PEPE : en sept jours, -12 %, et aujourd’hui le contrat replonge encore de 7 % ; le prix reste plaqué sur le plus bas des dernières 24 h (0,00359), faisant comme si de rien n’était — mais ce qu’il faut vraiment surveiller, c’est le côté levier : l’encours a explosé à la baisse en une journée (-14 %) ; le système l’a directement classé dans le quadrant « capitulation des longs ».

Tu peux vérifier la structure des comptes : les baleines avec 66 % de la position sont encore sur des longs, et à l’échelle mondiale, 62 % misent sur le long. Même les frais restent positifs, pour l’instant. Les longs continuent de payer pour encaisser les ordres — ils ne lâchent pas.

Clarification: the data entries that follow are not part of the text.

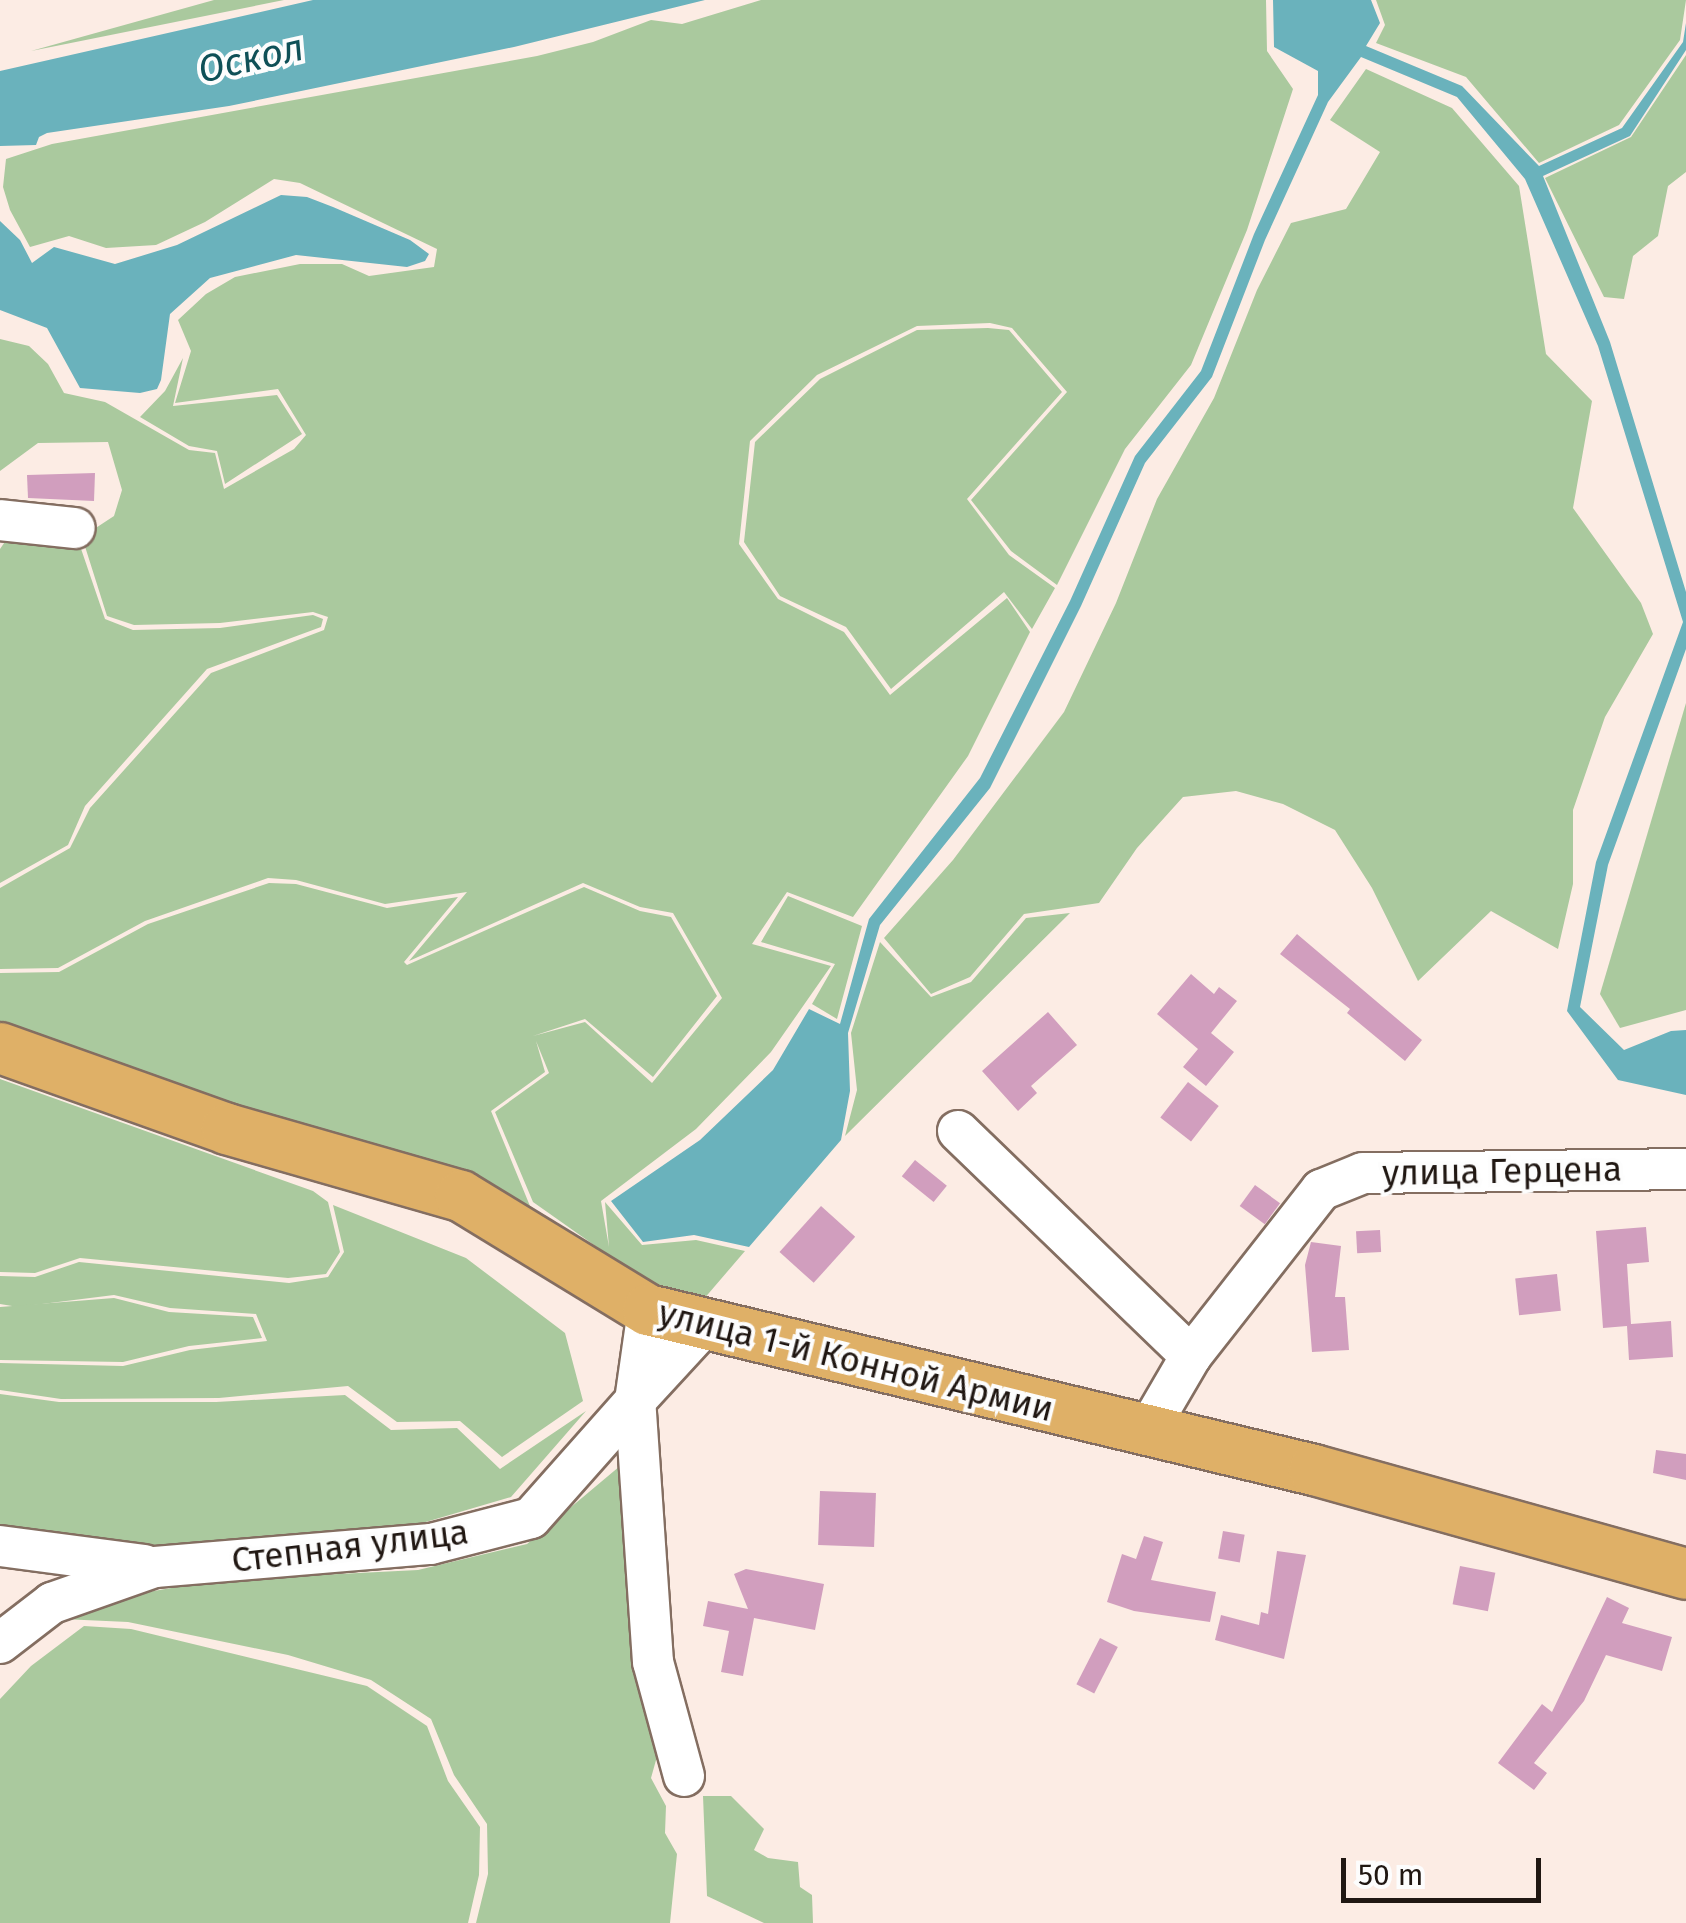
<!DOCTYPE html>
<meta charset="utf-8">
<style>
body{margin:0}
#map{position:relative;width:1686px;height:1923px;overflow:hidden;background:#fcece4;font-family:"Fira Sans",sans-serif}
div>[style]{position:absolute}
.green>*{inset:0;background:#aac99e}
.water>*{inset:0;background:#6ab2bc}
.building>*{inset:0;background:#d19ebe;transform-origin:0 0}
.roads{filter:drop-shadow(2px 0 #846e61) drop-shadow(-2px 0 #846e61) drop-shadow(0 2px #846e61) drop-shadow(0 -2px #846e61)}
.minor>*{height:40px;margin:-20px;padding:0 20px;transform-origin:20px;border-radius:20px;background:#fff}
.major>*{height:50px;margin:-25px;padding:0 25px;transform-origin:25px;border-radius:25px;background:#dfb067}
span{translate:-50% -50%;white-space:nowrap;text-align:center;line-height:1.15;-webkit-text-stroke:8px #fdfdfd;paint-order:stroke}
.street-label{font-size:35px;color:#201712}
.water-label{font-size:38px;color:#0f5057;font-style:italic}
.scale{position:absolute;left:1341px;top:1858px;width:200px;height:45px;box-sizing:border-box;border:5px solid #201712;border-top:0;padding-left:12px;font-size:30px;line-height:35px;white-space:nowrap;color:#201712;-webkit-text-stroke:8px #fdfdfd;paint-order:stroke}
</style>
<div id="map">
<div class="green">
<i style="clip-path:polygon(214px 0,284px 0,31px 51px)"></i>
<i style="clip-path:polygon(evenodd,761px 0,1266px 0,1267px 51px,1293px 89px,1247px 230px,1191px 365px,1125px 449px,1057px 585px,1011px 551px,971px 500px,1067px 392px,1012px 328px,990px 323px,917px 326px,817px 375px,750px 441px,739px 544px,778px 599px,844px 632px,890px 695px,1007px 598px,1030px 632px,968px 756px,853px 917px,787px 892px,752px 944px,831px 966px,771px 1052px,696px 1129px,601px 1201px,609px 1247px,605px 1202px,642px 1245px,696px 1240px,745px 1251px,703px 1300px,623px 1274px,0 1021px,0 973px,59px 972px,148px 924px,269px 883px,296px 884px,387px 908px,458px 897px,404px 962px,407px 965px,584px 887px,640px 911px,671px 917px,717px 996px,653px 1077px,585px 1019px,533px 1036px,585px 1022px,652px 1083px,722px 998px,673px 913px,640px 907px,583px 883px,409px 961px,467px 892px,385px 904px,296px 880px,268px 878px,145px 921px,58px 968px,0 969px,0 888px,70px 848px,90px 808px,211px 673px,324px 630px,328px 617px,313px 612px,220px 623px,134px 625px,107px 616px,82px 537px,114px 516px,122px 490px,108px 442px,38px 443px,0 471px,0 339px,29px 346px,48px 364px,64px 393px,105px 402px,189px 450px,215px 453px,224px 489px,294px 449px,306px 435px,278px 389px,175px 403px,191px 351px,178px 320px,206px 294px,235px 277px,300px 264px,342px 264px,369px 276px,434px 267px,437px 249px,300px 183px,274px 179px,205px 222px,156px 245px,106px 248px,69px 236px,30px 247px,10px 210px,3px 187px,6px 159px,52px 144px,537px 56px,593px 42px,651px 20px,682px 24px,761px 0,536px 1041px,549px 1073px,495px 1112px,533px 1202px,611px 1257px,530px 1206px,491px 1111px,545px 1072px,536px 1041px)"></i>
<i style="clip-path:polygon(1376px 0,1686px 0,1680px 40px,1619px 125px,1539px 163px,1466px 77px,1376px 43px,1385px 25px)"></i>
<i style="clip-path:polygon(1686px 55px,1686px 172px,1668px 186px,1658px 236px,1633px 256px,1624px 299px,1604px 297px,1545px 178px,1631px 137px)"></i>
<i style="clip-path:polygon(1366px 69px,1452px 108px,1519px 186px,1546px 354px,1592px 401px,1573px 508px,1641px 603px,1653px 634px,1605px 717px,1573px 810px,1573px 884px,1558px 949px,1491px 911px,1418px 981px,1372px 888px,1335px 830px,1283px 804px,1236px 791px,1183px 797px,1137px 848px,1099px 903px,1024px 914px,970px 977px,931px 994px,884px 938px,953px 860px,1064px 712px,1116px 603px,1157px 499px,1214px 398px,1257px 290px,1291px 223px,1346px 209px,1380px 152px,1330px 120px)"></i>
<i style="clip-path:polygon(988px 328px,1009px 330px,1062px 392px,967px 499px,1009px 555px,1055px 588px,1032px 629px,1004px 592px,891px 689px,846px 627px,780px 596px,744px 542px,755px 442px,820px 379px,917px 330px)"></i>
<i style="clip-path:polygon(183px 358px,173px 406px,277px 395px,302px 434px,225px 484px,217px 451px,189px 446px,140px 417px,165px 391px)"></i>
<i style="clip-path:polygon(13px 530px,77px 537px,105px 619px,133px 630px,220px 628px,313px 615px,323px 619px,321px 627px,207px 669px,85px 806px,68px 845px,0 883px,0 549px)"></i>
<i style="clip-path:polygon(1686px 703px,1686px 1010px,1620px 1028px,1600px 994px)"></i>
<i style="clip-path:polygon(788px 896px,862px 926px,837px 1019px,812px 1004px,835px 964px,761px 942px)"></i>
<i style="clip-path:polygon(1070px 913px,845px 1136px,857px 1090px,851px 1033px,880px 942px,931px 997px,971px 982px,1026px 918px)"></i>
<i style="clip-path:polygon(0 1079px,313px 1191px,328px 1202px,340px 1252px,326px 1274px,288px 1278px,80px 1258px,35px 1273px,0 1272px)"></i>
<i style="clip-path:polygon(333px 1205px,466px 1258px,565px 1333px,583px 1401px,502px 1457px,460px 1421px,397px 1422px,348px 1386px,219px 1398px,61px 1399px,0 1390px,0 1363px,123px 1366px,190px 1350px,267px 1341px,256px 1314px,170px 1308px,114px 1295px,18px 1307px,0 1304px,0 1276px,35px 1277px,79px 1262px,289px 1283px,328px 1277px,344px 1252px)"></i>
<i style="clip-path:polygon(114px 1298px,169px 1312px,253px 1317px,262px 1338px,189px 1346px,123px 1362px,0 1360px,0 1307px)"></i>
<i style="clip-path:polygon(0 1394px,59px 1402px,216px 1402px,345px 1395px,391px 1430px,457px 1428px,500px 1469px,586px 1411px,511px 1497px,378px 1536px,151px 1549px,0 1532px)"></i>
<i style="clip-path:polygon(620px 1466px,658px 1753px,651px 1778px,666px 1806px,665px 1833px,677px 1854px,670px 1923px,476px 1923px,488px 1874px,487px 1824px,454px 1775px,431px 1719px,371px 1680px,288px 1655px,128px 1622px,62px 1619px,85px 1603px,217px 1580px,418px 1570px,527px 1544px)"></i>
<i style="clip-path:polygon(84px 1626px,131px 1629px,367px 1686px,427px 1726px,448px 1781px,480px 1827px,479px 1875px,468px 1923px,0 1923px,0 1699px,31px 1666px)"></i>
<i style="clip-path:polygon(703px 1796px,731px 1796px,764px 1829px,754px 1850px,768px 1858px,798px 1862px,800px 1887px,812px 1895px,813px 1923px,764px 1923px,707px 1896px)"></i>
</div>
<div class="water">
<i style="clip-path:polygon(313px 0,705px 0,514px 47px,229px 106px,47px 133px,39px 137px,36px 145px,0 146px,0 71px)"></i>
<i style="clip-path:polygon(1273px 0,1371px 0,1380px 23px,1366px 46px,1462px 86px,1539px 166px,1622px 128px,1683px 42px,1686px 23px,1686px 50px,1630px 136px,1543px 176px,1610px 342px,1686px 592px,1686px 649px,1608px 865px,1580px 1007px,1624px 1050px,1671px 1031px,1686px 1030px,1686px 1095px,1618px 1080px,1567px 1011px,1596px 862px,1683px 622px,1598px 346px,1525px 179px,1457px 97px,1361px 57px,1328px 102px,1265px 240px,1212px 377px,1145px 463px,1081px 606px,990px 788px,880px 925px,848px 1033px,850px 1091px,841px 1140px,749px 1247px,694px 1235px,643px 1242px,611px 1201px,700px 1140px,773px 1070px,809px 1009px,840px 1024px,869px 919px,980px 778px,1070px 601px,1135px 456px,1201px 371px,1254px 234px,1318px 95px,1318px 71px,1274px 47px)"></i>
<i style="clip-path:polygon(281px 195px,307px 197px,333px 207px,410px 240px,429px 254px,425px 261px,407px 267px,296px 255px,210px 278px,170px 314px,161px 380px,157px 389px,140px 393px,80px 388px,47px 328px,0 310px,0 221px,20px 240px,32px 263px,54px 247px,115px 264px,177px 245px)"></i>
</div>
<div class="building">
<i style="clip-path:polygon(95px 473px,94px 501px,28px 498px,27px 475px)"></i>
<i style="clip-path:polygon(1297px 934px,1422px 1040px,1405px 1061px,1347px 1013px,1350px 1009px,1280px 954px)"></i>
<i style="clip-path:polygon(1191px 974px,1214px 994px,1219px 987px,1237px 1001px,1211px 1033px,1234px 1052px,1206px 1086px,1183px 1067px,1198px 1049px,1157px 1014px)"></i>
<i style="clip-path:polygon(1048px 1012px,1077px 1045px,1031px 1086px,1037px 1093px,1018px 1111px,982px 1071px)"></i>
<i style="left:1188px;top:1082px;width:39px;height:45px;rotate:38deg"></i>
<i style="left:915px;top:1160px;width:41px;height:21px;rotate:39deg"></i>
<i style="left:1255px;top:1185px;width:31px;height:26px;rotate:36deg"></i>
<i style="left:821px;top:1206px;width:46px;height:62px;rotate:42deg"></i>
<i style="clip-path:polygon(1646px 1227px,1649px 1262px,1627px 1264px,1631px 1324px,1671px 1321px,1673px 1357px,1629px 1360px,1627px 1326px,1603px 1328px,1596px 1231px)"></i>
<i style="left:1380px;top:1230px;width:22px;height:24px;rotate:87deg"></i>
<i style="clip-path:polygon(1311px 1242px,1341px 1246px,1335px 1297px,1345px 1297px,1349px 1350px,1312px 1352px,1305px 1265px)"></i>
<i style="left:1557px;top:1274px;width:37px;height:42px;rotate:84deg"></i>
<i style="clip-path:polygon(1656px 1450px,1686px 1454px,1686px 1480px,1653px 1473px)"></i>
<i style="left:820px;top:1491px;width:56px;height:54px;rotate:2deg"></i>
<i style="left:1223px;top:1531px;width:22px;height:28px;rotate:10deg"></i>
<i style="clip-path:polygon(1144px 1536px,1163px 1542px,1151px 1580px,1216px 1592px,1210px 1622px,1134px 1611px,1107px 1602px,1122px 1554px,1136px 1559px)"></i>
<i style="clip-path:polygon(1277px 1551px,1306px 1555px,1284px 1659px,1215px 1640px,1221px 1615px,1259px 1625px,1261px 1612px,1268px 1614px)"></i>
<i style="left:1460px;top:1566px;width:36px;height:39px;rotate:11deg"></i>
<i style="clip-path:polygon(746px 1569px,824px 1584px,815px 1630px,754px 1618px,743px 1676px,721px 1672px,729px 1631px,703px 1626px,708px 1601px,748px 1609px,734px 1574px)"></i>
<i style="clip-path:polygon(1607px 1597px,1629px 1608px,1622px 1623px,1672px 1637px,1662px 1671px,1606px 1655px,1584px 1701px,1534px 1763px,1547px 1773px,1534px 1790px,1498px 1763px,1542px 1704px,1552px 1712px)"></i>
<i style="left:1100px;top:1638px;width:20px;height:52px;rotate:27deg"></i>
</div>
<div class="roads">
<div class="minor">
<i style="left:0;top:520px;width:75px;rotate:6.1deg"></i>
<i style="left:958px;top:1131px;width:324px;rotate:44deg"></i>
<i style="left:1146px;top:1433px;width:89px;rotate:-59.7deg"></i>
<i style="left:1191px;top:1356px;width:211px;rotate:-51.9deg"></i>
<i style="left:1321px;top:1190px;width:45px;rotate:-22deg"></i>
<i style="left:1363px;top:1173px;width:323px;rotate:-0.7deg"></i>
<i style="left:0;top:1546px;width:146px;rotate:7.5deg"></i>
<i style="left:0;top:1643px;width:66px;rotate:-37.6deg"></i>
<i style="left:52px;top:1603px;width:109px;rotate:-19.3deg"></i>
<i style="left:155px;top:1567px;width:277px;rotate:-4.8deg"></i>
<i style="left:431px;top:1544px;width:103px;rotate:-14.6deg"></i>
<i style="left:531px;top:1518px;width:157px;rotate:-48.4deg"></i>
<i style="left:635px;top:1401px;width:92px;rotate:-81.9deg"></i>
<i style="left:684px;top:1776px;width:118px;rotate:-105.2deg"></i>
<i style="left:653px;top:1662px;width:262px;rotate:-93.9deg"></i>
<i style="left:635px;top:1401px;width:102px;rotate:-47.4deg"></i>
</div>
<div class="major">
<i style="left:0;top:1048px;width:241px;rotate:19.6deg"></i>
<i style="left:227px;top:1129px;width:243px;rotate:16deg"></i>
<i style="left:461px;top:1196px;width:219px;rotate:31.4deg"></i>
<i style="left:648px;top:1310px;width:685px;rotate:13.51deg"></i>
<i style="left:1314px;top:1470px;width:386px;rotate:15.6deg"></i>
</div>
</div>
<div class="street-label">
<span style="left:1502px;top:1171px;rotate:-1deg">улица Герцена</span>
<span style="left:856px;top:1361px;rotate:14deg">улица 1-й Конной Армии</span>
<span style="left:350px;top:1546px;rotate:-7deg">Степная улица</span>
</div>
<div class="water-label">
<span style="left:251px;top:59px;rotate:-13deg">Оскол</span>
</div>
<div class="scale">50 m</div>
</div>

La capitulation n’est pas allée jusqu’au bout. L’OI a chuté de 14 %, mais les longs restants représentent encore largement la majorité. Ce qu’on a nettoyé, ce sont surtout les plus fragiles ; l’armée de traders longs n’a pas reconnu sa défaite. Les 8 prélèvements de frais sont tous positifs : qui paie, c’est évident — les longs continuent de financer les shorts. Ce n’est pas à quoi devrait ressembler un vrai « fond ».

Les ordres de vente « maker » représentent 60 % ; le flux acheteur « taker » n’est qu’à 40 %. Le prix colle au plus bas du jour sans vrai rebond ; côté spot, les gros flux de capitaux ne reviennent pas — pas de vrai argent qui s’achète pour reprendre. Le rebond soutenu par l’effet de levier n’est qu’une bulle.

Le reste est à venir. La baisse de PEPE n’est pas terminée ; les longs encore là sont le carburant. Dans quel scénario je repasse long : quand les frais deviennent négatifs, que les shorts commencent à payer, et que la part des baleines en longs passe sous 50 %, pendant que l’OI se stabilise — là seulement, ça indiquerait une purge complète et un changement de mains terminé. D’ici là, les shorts gardent leurs positions.